Find every line of the records that has "Evans" and return it.

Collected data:
/---

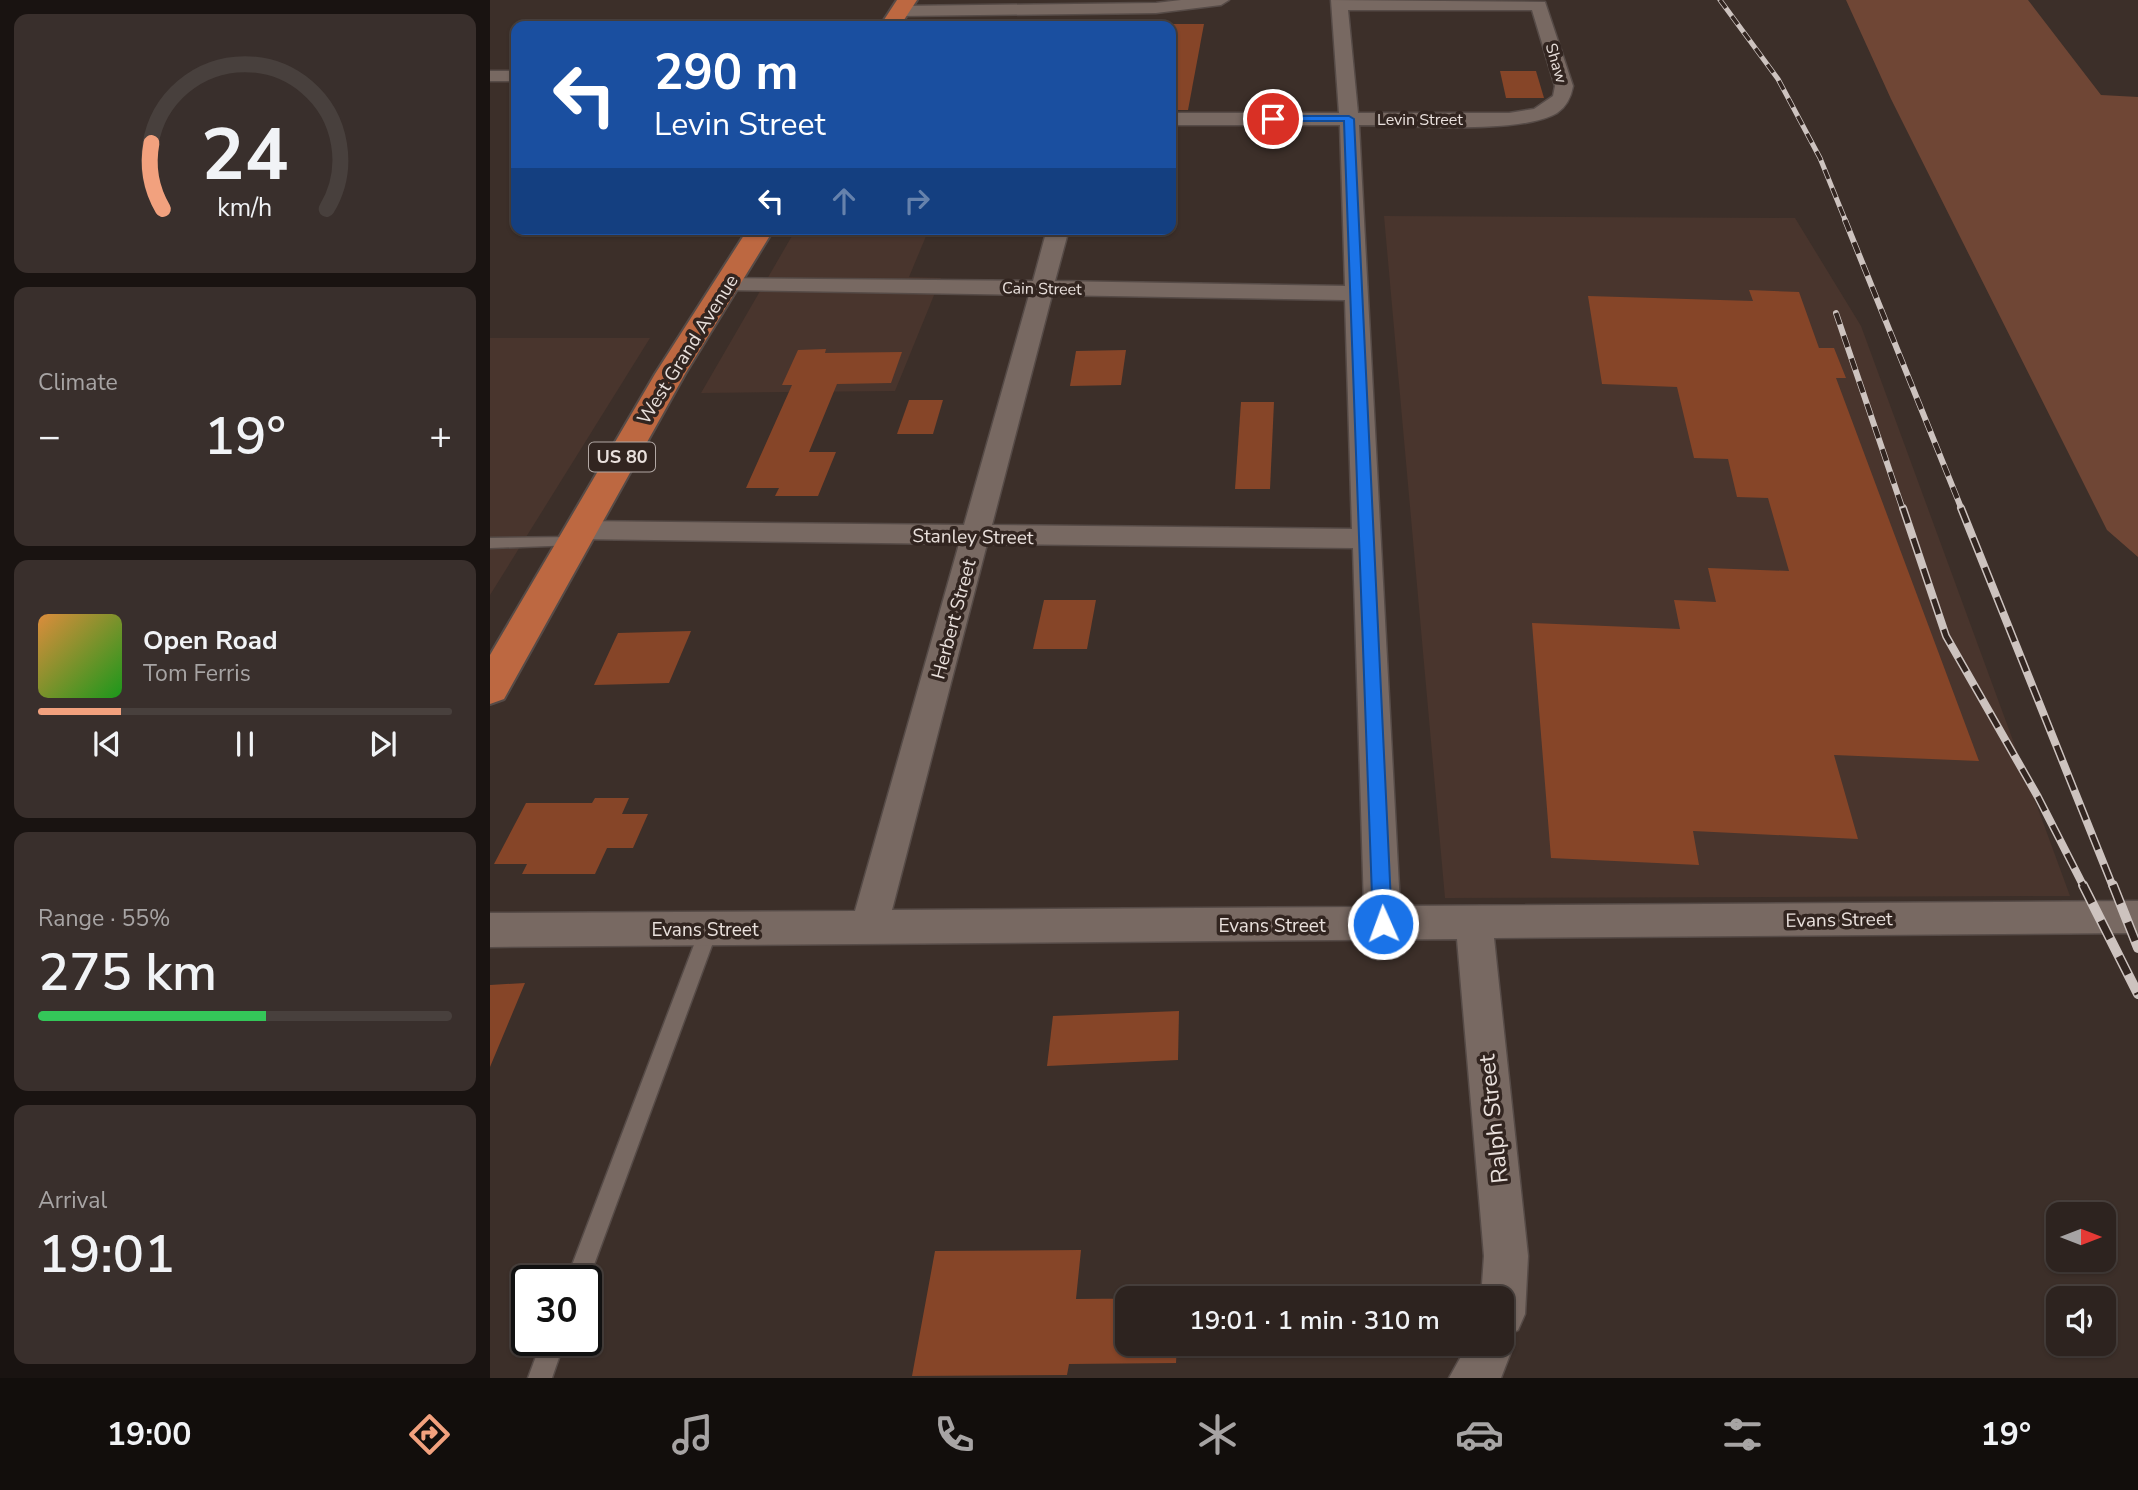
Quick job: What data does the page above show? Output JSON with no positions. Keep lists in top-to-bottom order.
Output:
{
  "streets": {
    "highway": ["West Grand Avenue", "US 80"],
    "street": [
      "Shaw",
      "Levin Street",
      "Cain Street",
      "Stanley Street",
      "Herbert Street",
      "Evans Street",
      "Ralph Street"
    ]
  },
  "crossings": [
    ["Shaw", "Levin Street"],
    ["Cain Street", "West Grand Avenue"],
    ["Cain Street", "Herbert Street"],
    ["West Grand Avenue", "Stanley Street"],
    ["Stanley Street", "Herbert Street"],
    ["Herbert Street", "Evans Street"],
    ["Evans Street", "Ralph Street"]
  ],
  "north": "right",
  "page": {
    "turn": ["290 m", "Levin Street"],
    "tile": [
      "Climate",
      ["Range · 55%", "275 km"],
      ["Arrival", "19:01"]
    ],
    "heat": ["−", "19°", "+"],
    "song": ["Open Road", "Tom Ferris"],
    "limit": "30",
    "trip": "19:01 · 1 min · 310 m",
    "tabs": ["19:00", "19°"],
    "gauge": ["24", "km/h"]
  }
}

\---

» **RESULT OF THIS EXERCISE**:
      "Evans Street",
    ["Herbert Street", "Evans Street"],
    ["Evans Street", "Ralph Street"]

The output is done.